In der Mitte ein Feuer


Der Dokumentarfilm „In der Mitte ein Feuer“ (3sat, 45 Min) begleitet den Fotografen Gernot Gleiss auf seiner Reise in den Hohen Altai in der Westmongolei, das Siedlungsgebiet der Tuwa. Dort trifft er mit dem Stammesführer, Schamanen und Schriftsteller Galsan Tschinag zusammen, der ihm Lebensweise und Traditionen der tuwinischen Nomaden zeigt und näherbringt.

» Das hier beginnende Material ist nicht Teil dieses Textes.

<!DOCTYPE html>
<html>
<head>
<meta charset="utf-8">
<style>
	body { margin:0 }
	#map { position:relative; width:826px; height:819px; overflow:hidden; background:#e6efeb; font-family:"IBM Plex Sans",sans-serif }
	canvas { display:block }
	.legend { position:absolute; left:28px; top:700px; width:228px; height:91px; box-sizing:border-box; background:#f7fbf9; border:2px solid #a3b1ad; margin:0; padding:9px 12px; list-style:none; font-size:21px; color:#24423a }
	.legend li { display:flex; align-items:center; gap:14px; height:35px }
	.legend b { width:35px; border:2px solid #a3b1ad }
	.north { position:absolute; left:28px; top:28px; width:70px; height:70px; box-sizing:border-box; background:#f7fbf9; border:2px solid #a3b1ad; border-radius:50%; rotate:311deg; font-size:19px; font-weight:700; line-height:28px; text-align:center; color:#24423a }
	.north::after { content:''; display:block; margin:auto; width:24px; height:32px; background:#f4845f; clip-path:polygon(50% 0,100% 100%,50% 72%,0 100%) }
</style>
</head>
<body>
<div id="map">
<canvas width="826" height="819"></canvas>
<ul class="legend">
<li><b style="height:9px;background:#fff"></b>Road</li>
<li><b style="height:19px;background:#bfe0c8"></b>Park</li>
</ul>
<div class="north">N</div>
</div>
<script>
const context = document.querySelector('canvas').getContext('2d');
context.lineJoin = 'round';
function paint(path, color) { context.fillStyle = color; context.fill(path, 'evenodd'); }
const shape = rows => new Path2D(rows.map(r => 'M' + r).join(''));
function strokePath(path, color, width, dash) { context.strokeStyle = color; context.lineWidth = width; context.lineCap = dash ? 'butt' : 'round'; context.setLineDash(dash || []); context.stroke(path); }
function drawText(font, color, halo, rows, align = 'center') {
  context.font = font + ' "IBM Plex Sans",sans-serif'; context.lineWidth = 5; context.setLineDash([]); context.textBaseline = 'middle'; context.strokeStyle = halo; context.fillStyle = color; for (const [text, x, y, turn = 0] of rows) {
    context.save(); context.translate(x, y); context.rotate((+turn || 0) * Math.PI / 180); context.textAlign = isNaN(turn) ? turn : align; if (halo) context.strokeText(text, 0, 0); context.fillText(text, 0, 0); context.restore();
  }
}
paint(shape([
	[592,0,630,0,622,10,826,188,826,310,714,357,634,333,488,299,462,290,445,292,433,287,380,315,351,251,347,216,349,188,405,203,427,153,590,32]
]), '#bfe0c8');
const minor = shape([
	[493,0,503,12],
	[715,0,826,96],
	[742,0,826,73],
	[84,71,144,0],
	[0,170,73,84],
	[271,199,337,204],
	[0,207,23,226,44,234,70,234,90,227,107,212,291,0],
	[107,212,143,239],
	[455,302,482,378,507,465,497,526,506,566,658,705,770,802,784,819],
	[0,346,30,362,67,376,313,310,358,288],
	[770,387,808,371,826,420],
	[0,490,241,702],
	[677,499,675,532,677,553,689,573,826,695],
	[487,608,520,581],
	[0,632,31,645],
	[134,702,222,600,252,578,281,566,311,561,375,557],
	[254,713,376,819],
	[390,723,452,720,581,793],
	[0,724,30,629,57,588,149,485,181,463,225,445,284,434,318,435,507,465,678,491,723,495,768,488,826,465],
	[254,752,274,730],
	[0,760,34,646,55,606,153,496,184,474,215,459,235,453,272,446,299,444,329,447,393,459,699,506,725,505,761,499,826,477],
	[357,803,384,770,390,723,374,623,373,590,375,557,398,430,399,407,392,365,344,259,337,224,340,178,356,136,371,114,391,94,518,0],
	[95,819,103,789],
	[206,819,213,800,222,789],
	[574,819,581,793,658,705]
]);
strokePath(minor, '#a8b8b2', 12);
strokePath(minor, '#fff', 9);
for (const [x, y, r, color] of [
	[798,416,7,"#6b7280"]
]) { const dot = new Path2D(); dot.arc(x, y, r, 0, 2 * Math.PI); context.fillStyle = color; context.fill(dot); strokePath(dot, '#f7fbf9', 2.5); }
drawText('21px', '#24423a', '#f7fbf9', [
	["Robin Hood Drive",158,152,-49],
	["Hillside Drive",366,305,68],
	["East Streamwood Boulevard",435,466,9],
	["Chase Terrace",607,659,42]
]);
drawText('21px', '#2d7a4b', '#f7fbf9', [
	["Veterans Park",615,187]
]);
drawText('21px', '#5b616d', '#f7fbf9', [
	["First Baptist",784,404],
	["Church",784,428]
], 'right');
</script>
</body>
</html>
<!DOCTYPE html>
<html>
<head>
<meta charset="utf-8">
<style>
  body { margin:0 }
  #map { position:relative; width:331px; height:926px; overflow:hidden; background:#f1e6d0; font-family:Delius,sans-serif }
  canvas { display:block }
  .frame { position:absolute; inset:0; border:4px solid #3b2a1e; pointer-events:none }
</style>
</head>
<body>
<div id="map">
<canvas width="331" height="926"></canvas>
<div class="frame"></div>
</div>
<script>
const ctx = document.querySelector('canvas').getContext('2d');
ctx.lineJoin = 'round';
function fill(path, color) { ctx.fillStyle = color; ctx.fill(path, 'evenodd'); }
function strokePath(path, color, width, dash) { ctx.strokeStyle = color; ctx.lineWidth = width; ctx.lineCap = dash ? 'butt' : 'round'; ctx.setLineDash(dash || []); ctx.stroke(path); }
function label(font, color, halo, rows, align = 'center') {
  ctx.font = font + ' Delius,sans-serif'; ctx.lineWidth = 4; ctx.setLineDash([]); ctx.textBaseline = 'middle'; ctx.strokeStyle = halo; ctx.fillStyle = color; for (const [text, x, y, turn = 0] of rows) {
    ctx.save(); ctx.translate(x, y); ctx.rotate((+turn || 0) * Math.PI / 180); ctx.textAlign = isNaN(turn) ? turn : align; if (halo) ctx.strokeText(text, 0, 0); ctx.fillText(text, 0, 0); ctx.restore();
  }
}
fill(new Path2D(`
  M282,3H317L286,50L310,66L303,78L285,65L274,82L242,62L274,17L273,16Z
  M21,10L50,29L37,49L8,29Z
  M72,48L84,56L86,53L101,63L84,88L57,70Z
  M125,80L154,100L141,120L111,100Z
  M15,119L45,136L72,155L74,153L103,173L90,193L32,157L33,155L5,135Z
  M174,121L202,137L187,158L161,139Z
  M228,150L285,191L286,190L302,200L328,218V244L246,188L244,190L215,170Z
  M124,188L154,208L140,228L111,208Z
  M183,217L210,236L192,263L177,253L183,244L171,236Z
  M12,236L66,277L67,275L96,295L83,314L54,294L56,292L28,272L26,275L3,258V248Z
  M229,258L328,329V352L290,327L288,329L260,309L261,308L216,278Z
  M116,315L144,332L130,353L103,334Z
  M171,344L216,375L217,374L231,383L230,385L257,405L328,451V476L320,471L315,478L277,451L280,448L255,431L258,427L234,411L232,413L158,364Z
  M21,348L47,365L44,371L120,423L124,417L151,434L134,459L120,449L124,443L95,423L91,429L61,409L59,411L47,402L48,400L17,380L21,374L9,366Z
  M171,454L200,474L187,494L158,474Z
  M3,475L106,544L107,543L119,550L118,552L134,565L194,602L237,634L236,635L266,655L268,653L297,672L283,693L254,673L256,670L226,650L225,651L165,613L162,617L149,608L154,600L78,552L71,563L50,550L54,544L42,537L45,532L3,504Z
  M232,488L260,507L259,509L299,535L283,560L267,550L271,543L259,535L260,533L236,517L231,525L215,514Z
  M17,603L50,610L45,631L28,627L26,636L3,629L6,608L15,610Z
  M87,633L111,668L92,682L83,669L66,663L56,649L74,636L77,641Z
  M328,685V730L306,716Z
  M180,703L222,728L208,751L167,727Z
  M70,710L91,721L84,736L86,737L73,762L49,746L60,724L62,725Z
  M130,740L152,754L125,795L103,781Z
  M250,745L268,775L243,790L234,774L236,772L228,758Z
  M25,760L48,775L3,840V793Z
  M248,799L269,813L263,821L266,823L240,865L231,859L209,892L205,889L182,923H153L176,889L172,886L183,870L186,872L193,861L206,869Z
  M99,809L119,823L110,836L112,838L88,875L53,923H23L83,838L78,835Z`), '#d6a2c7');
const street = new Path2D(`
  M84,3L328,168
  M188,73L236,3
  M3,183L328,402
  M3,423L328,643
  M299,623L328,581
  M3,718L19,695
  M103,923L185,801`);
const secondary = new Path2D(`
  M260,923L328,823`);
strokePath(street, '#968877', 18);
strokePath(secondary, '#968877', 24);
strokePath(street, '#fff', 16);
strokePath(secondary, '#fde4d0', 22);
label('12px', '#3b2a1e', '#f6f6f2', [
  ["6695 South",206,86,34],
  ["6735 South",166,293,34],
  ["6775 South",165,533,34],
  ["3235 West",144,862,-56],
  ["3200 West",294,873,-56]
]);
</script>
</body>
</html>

Gernot Gleiss will als Fotograf den Alltag der Tuwa dokumentieren und mit Texten von Galsan Tschinag als Buch herausbringen. Gernot Gleiss und Galsan Tschinag sind zu Gast in den Jurten der Tuwa, wo sie mit salzigem Milchtee,  vergorener Stutenmilch, Schafskäse oder Lammfleisch bewirtet werden. Galsan Tschinag behandelt Alte und Kranke, tauscht Schnupftabak aus und hört sich die Erzählungen der Menschen an, die dann wieder in die eigenen Erzählungen einfließen. Behutsam, ohne je in den Ablauf der Dinge einzugreifen, hält Gernot Gleiss dieses beschwerliche und doch zugleich behagliche Leben fest. Die Kinder beim Zusammentreiben der Pferde, den alten Mann, der das frische Fleisch zerteilt, die Mädchen und Frauen beim Einheizen des kleinen Metallofens, den Ledermacher bei der Herstellung eines Zaumzeugs, die vielen Jungen und Alten bei der Einweihung ihres steinernen Heiligtums, des Owoo.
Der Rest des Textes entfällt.